她和陆闻舟之间的沟壑太大,不是几声对不起就能解决的。
如果他对她有那么一点信任,如果他曾经对她有那么一点感情,他们都不会走到今天这个地步。
她永远忘不了自己躺在血泊中,陆闻舟对她的置之不理。
永远也忘不了他把她当成金丝雀来养,把她七年的深情踩在脚下肆意践踏。
永远也忘不了在她生死边缘,他对她说出那些无情的话。
乔伊垂在身侧的双手忍不住攥紧了拳头。
她声线保持清冷:“陆闻舟,我接受你的道歉,可以松开了。

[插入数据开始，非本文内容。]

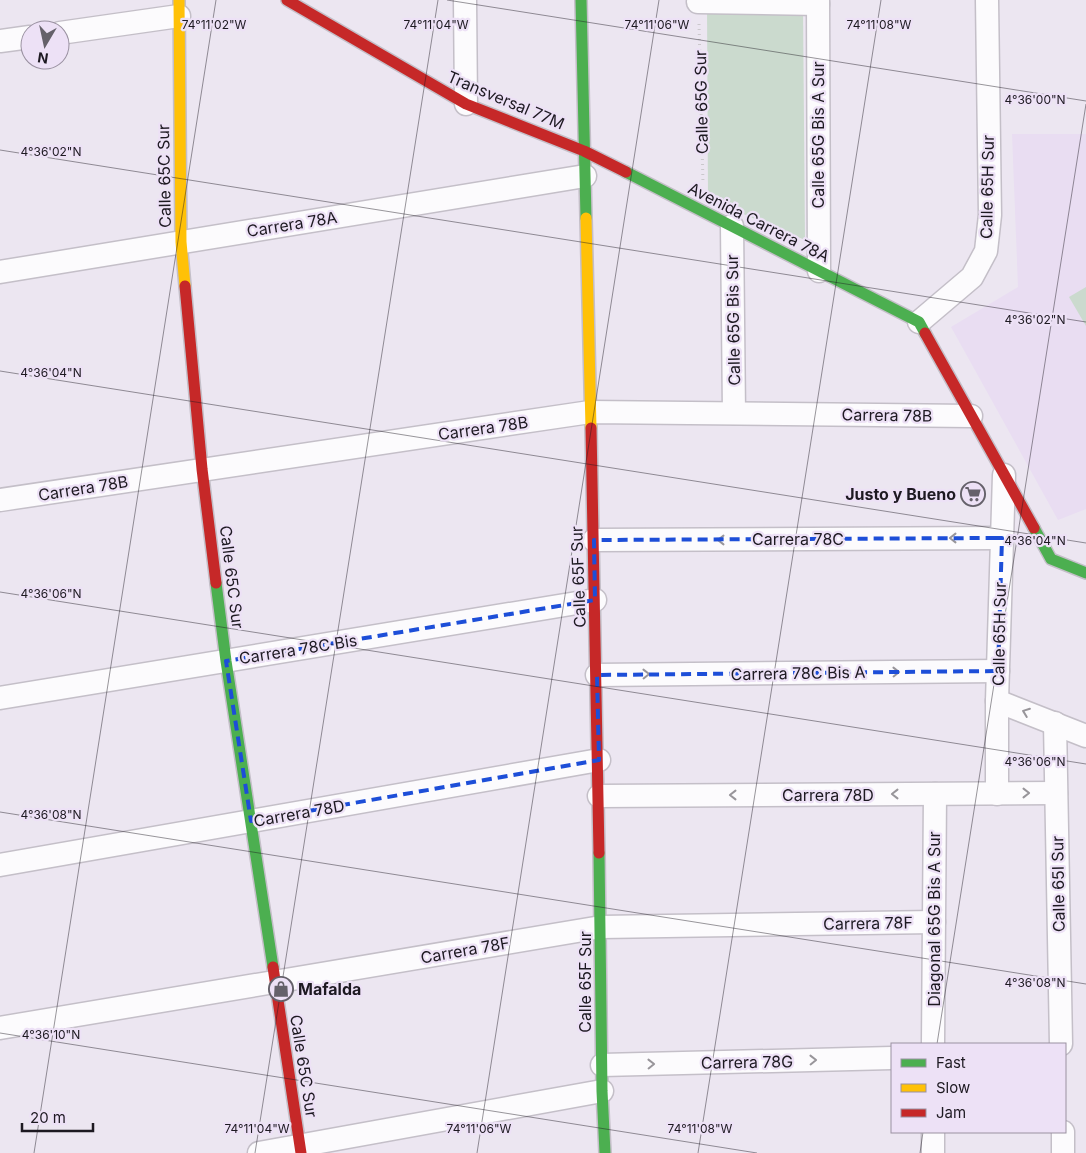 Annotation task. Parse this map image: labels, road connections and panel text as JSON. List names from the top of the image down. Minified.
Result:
{"streets":{"street":["Transversal 77M","Calle 65G Bis A Sur","Calle 65C Sur","Calle 65H Sur","Avenida Carrera 78A","Carrera 78A","Calle 65G Bis Sur","Carrera 78B","Carrera 78C","Calle 65F Sur","Carrera 78C Bis","Carrera 78C Bis A","Carrera 78D","Calle 65I Sur","Diagonal 65G Bis A Sur","Carrera 78F","Carrera 78G"],"path":["Calle 65G Sur"]},"crossings":[["Transversal 77M","Avenida Carrera 78A"],["Transversal 77M","Calle 65F Sur"],["Calle 65G Bis A Sur","Avenida Carrera 78A"],["Calle 65C Sur","Carrera 78A"],["Calle 65C Sur","Carrera 78B"],["Calle 65C Sur","Carrera 78C Bis"],["Calle 65C Sur","Carrera 78D"],["Calle 65C Sur","Carrera 78F"],["Calle 65H Sur","Avenida Carrera 78A"],["Calle 65H Sur","Carrera 78C"],["Calle 65H Sur","Carrera 78C Bis A"],["Calle 65H Sur","Carrera 78D"],["Avenida Carrera 78A","Calle 65G Bis Sur"],["Avenida Carrera 78A","Calle 65F Sur"],["Carrera 78A","Calle 65F Sur"],["Calle 65G Bis Sur","Carrera 78B"],["Carrera 78B","Calle 65F Sur"],["Carrera 78C","Calle 65F Sur"],["Calle 65F Sur","Carrera 78C Bis"],["Calle 65F Sur","Carrera 78C Bis A"],["Calle 65F Sur","Carrera 78D"],["Calle 65F Sur","Carrera 78F"],["Calle 65F Sur","Carrera 78G"],["Carrera 78D","Calle 65I Sur"],["Carrera 78D","Diagonal 65G Bis A Sur"],["Diagonal 65G Bis A Sur","Carrera 78F"]],"one_way":["Carrera 78C","Carrera 78C Bis A","Carrera 78G"],"places":{"supermarket":["Justo y Bueno"],"shop":["Mafalda"]},"legend":["Fast","Slow","Jam"],"scale_bar":"20 m","north":"bottom","coordinates":["74°11'02\"W","74°11'04\"W","74°11'06\"W","74°11'08\"W","4°36'00\"N","4°36'02\"N","4°36'04\"N","4°36'06\"N","4°36'08\"N","4°36'10\"N"]}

”
陆闻舟猛地抬起头,眼底泛红看着她。
“你原谅我了?”
乔伊神色如常:“我早就说过,我们之间不存在原谅不原谅的问题,是从一开始我就没找准自己的位置,你对我误会也好,伤害也罢,我都不在乎,只请你以后不要再过来纠缠,放我自由。”
“乔伊,怎么做你才能原谅我?”
乔伊淡笑:“陆总,我只想请你离我远一点。”
说完,她挣脱陆闻舟禁锢,转身进屋。
看到房门被关上,陆闻舟身体顿时垮下来。
脊背重重靠在门上,一手捂着剧痛的胃部。
眼睛通红,似乎里面的湿热越来越重,以至于模糊了他的视线,看不清眼前的一切。
就在这时,电梯门打开,从里面走出来一个高大魁梧的身影。
男人黑色T恤,绿色迷彩裤。
棱角分明的脸上往下淌着汗珠。
那双如鹰一般的眸子里闪着幽光。
他浪荡不羁地把玩着手里的打火机,抬头就看到靠在门板上,面色苍白的陆闻舟。
两人同时瞪大了眼睛。
陆闻舟抢先一步开口:“你怎么在这?”
白时肆笑得痞坏:“我刚运动完,来吃伊伊姐给我准备的早餐啊,你这副惨样,该不会想求着她跟你复合吧?”
陆闻舟只感觉胃部更疼了。
他眉头紧锁着,眼神里尽是不可思议。
“你上次说有美女姐姐照顾你,指的就是乔伊?”
“对啊,不然你以为是谁啊,我现在是伊伊姐保镖加司机,就住她对面,她不仅给我做饭吃,还带着我买衣服,这么惬意又幸福的生活多好,只可惜有人眼盲心瞎,不懂得珍惜啊。”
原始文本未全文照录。